<<<<

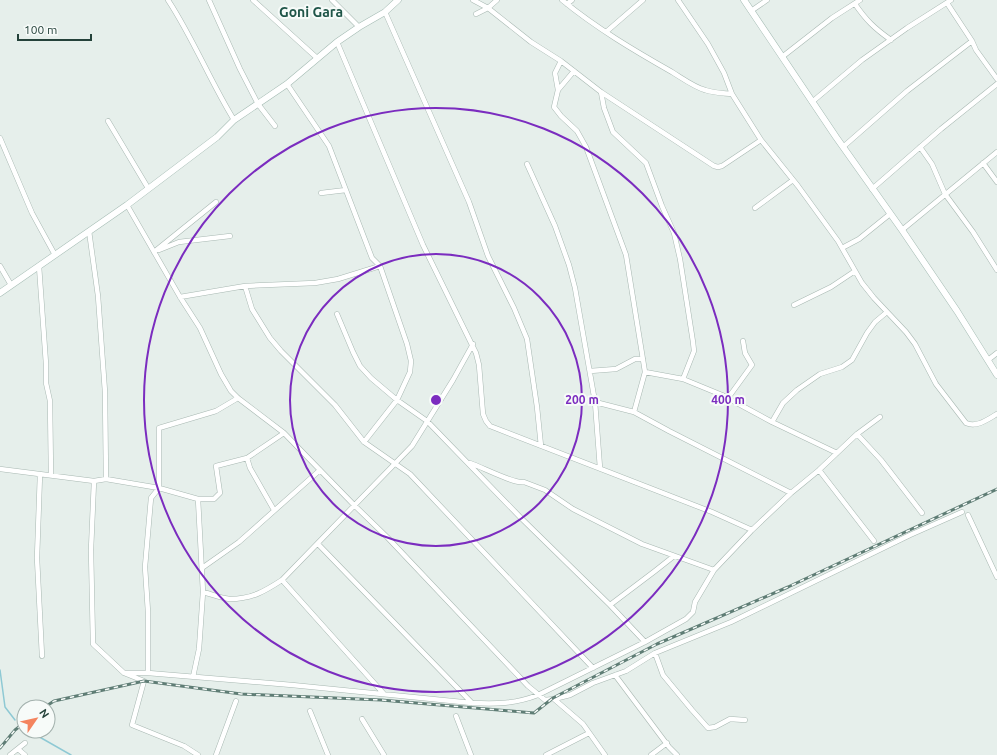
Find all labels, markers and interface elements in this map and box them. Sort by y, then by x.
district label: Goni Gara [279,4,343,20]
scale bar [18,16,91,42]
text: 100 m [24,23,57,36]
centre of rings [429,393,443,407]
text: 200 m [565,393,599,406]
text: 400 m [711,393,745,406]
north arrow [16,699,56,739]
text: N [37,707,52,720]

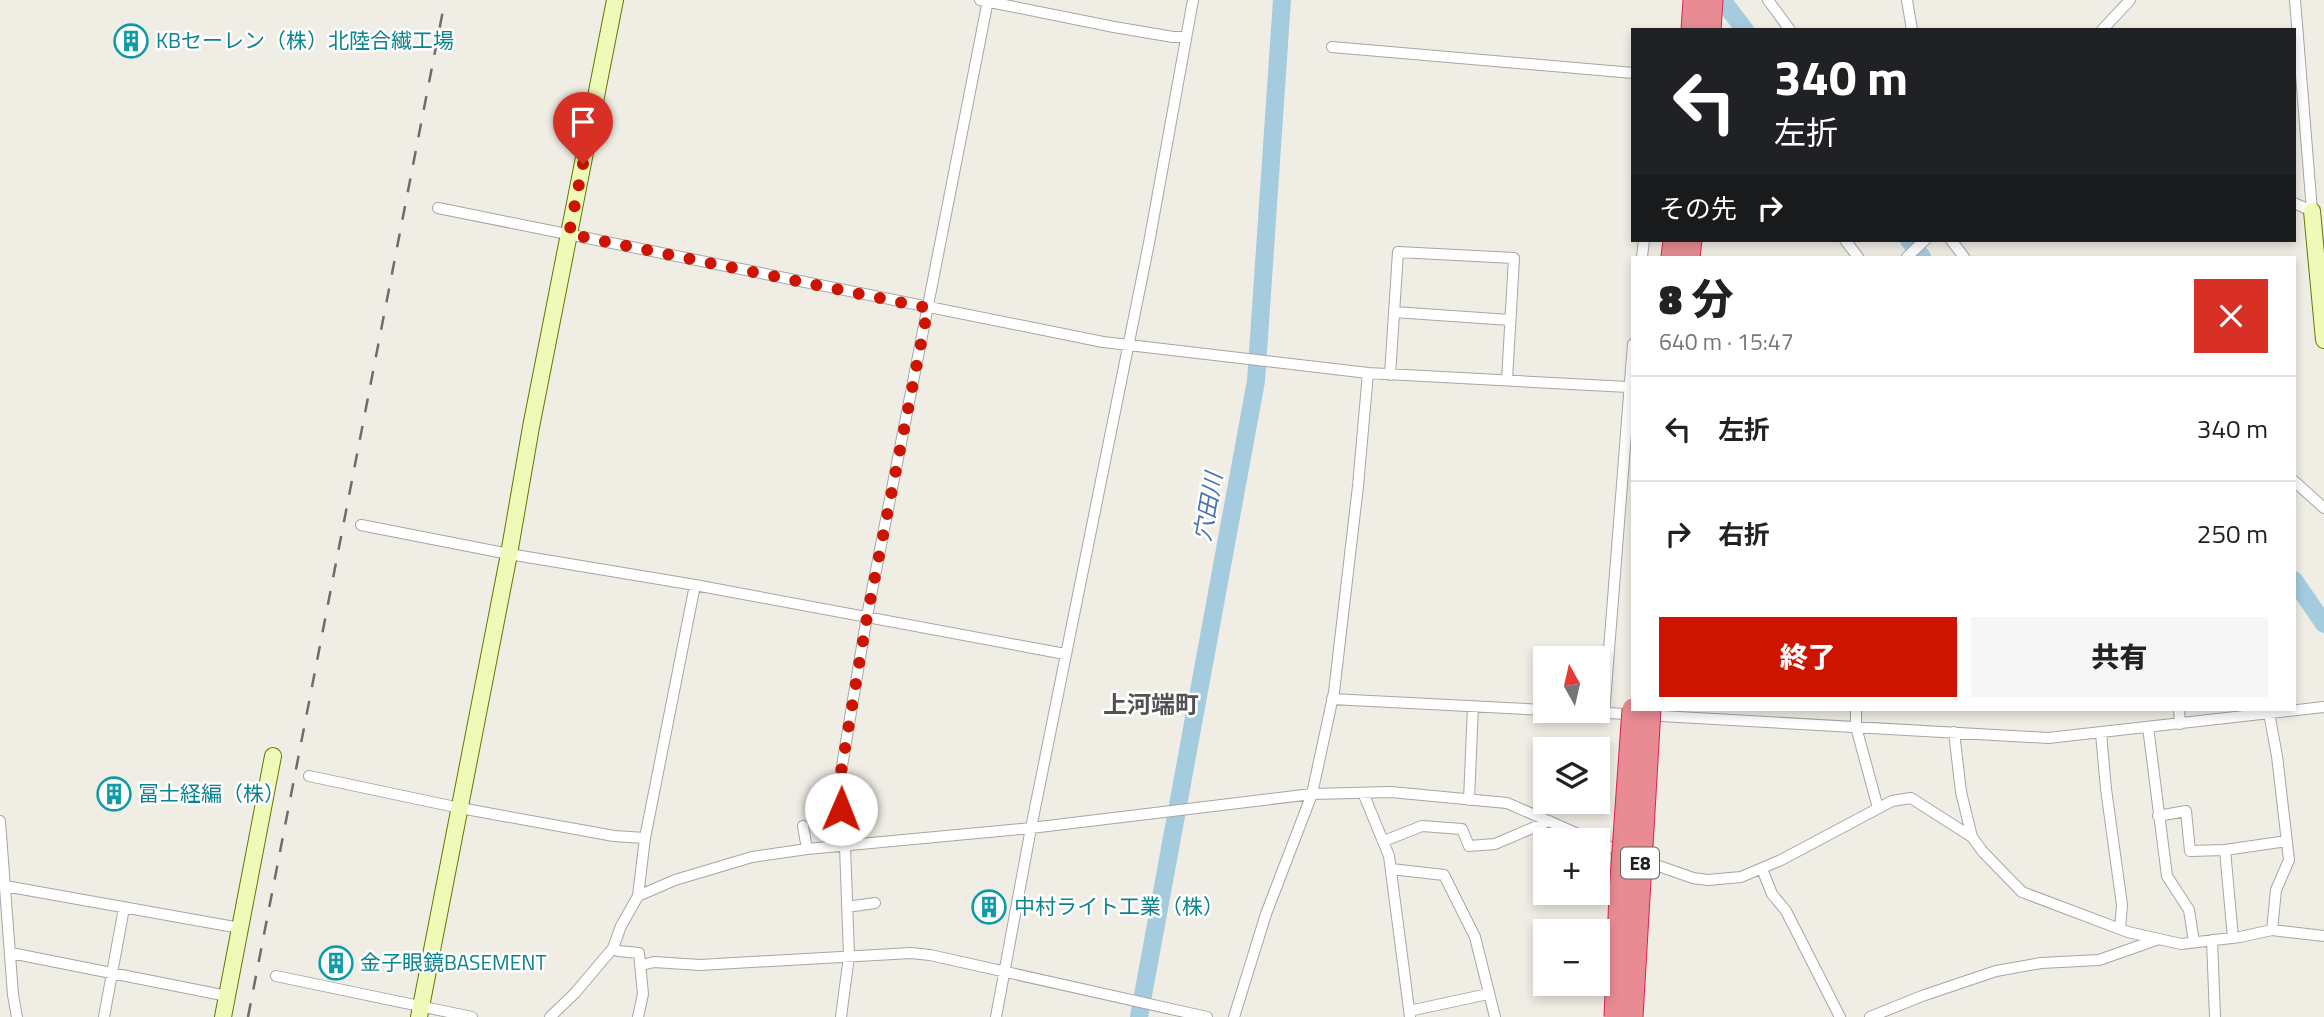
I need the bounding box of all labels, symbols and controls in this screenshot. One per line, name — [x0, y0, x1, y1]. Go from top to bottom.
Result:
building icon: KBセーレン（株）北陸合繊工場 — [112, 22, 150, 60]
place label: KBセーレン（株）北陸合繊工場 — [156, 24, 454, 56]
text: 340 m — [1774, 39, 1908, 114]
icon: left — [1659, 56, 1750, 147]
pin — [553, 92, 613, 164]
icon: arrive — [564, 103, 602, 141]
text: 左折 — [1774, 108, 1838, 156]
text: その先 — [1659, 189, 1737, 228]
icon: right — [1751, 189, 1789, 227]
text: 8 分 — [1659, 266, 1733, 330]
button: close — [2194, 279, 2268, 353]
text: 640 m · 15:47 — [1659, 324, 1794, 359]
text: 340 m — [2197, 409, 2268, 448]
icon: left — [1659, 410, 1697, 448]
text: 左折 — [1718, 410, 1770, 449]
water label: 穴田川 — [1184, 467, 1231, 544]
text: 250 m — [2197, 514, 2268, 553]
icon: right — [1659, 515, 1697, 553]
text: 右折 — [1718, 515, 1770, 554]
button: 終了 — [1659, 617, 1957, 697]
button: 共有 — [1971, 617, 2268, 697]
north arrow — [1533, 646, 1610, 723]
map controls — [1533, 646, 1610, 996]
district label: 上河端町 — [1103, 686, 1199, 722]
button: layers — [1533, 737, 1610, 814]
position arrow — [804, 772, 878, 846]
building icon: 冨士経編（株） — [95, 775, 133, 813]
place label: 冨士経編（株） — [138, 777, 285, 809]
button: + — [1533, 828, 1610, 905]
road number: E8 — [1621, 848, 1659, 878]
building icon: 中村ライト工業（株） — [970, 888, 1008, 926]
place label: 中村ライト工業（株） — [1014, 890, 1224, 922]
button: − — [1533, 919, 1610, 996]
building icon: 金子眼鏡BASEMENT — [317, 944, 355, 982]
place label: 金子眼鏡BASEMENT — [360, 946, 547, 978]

>>>>

_THE PROBLEM_: When a line holds the string "district", pull it out of the listing.

_COMPLETED EXERCISE_:
district label: Goni Gara [279,4,343,20]
district label: 上河端町 — [1103, 686, 1199, 722]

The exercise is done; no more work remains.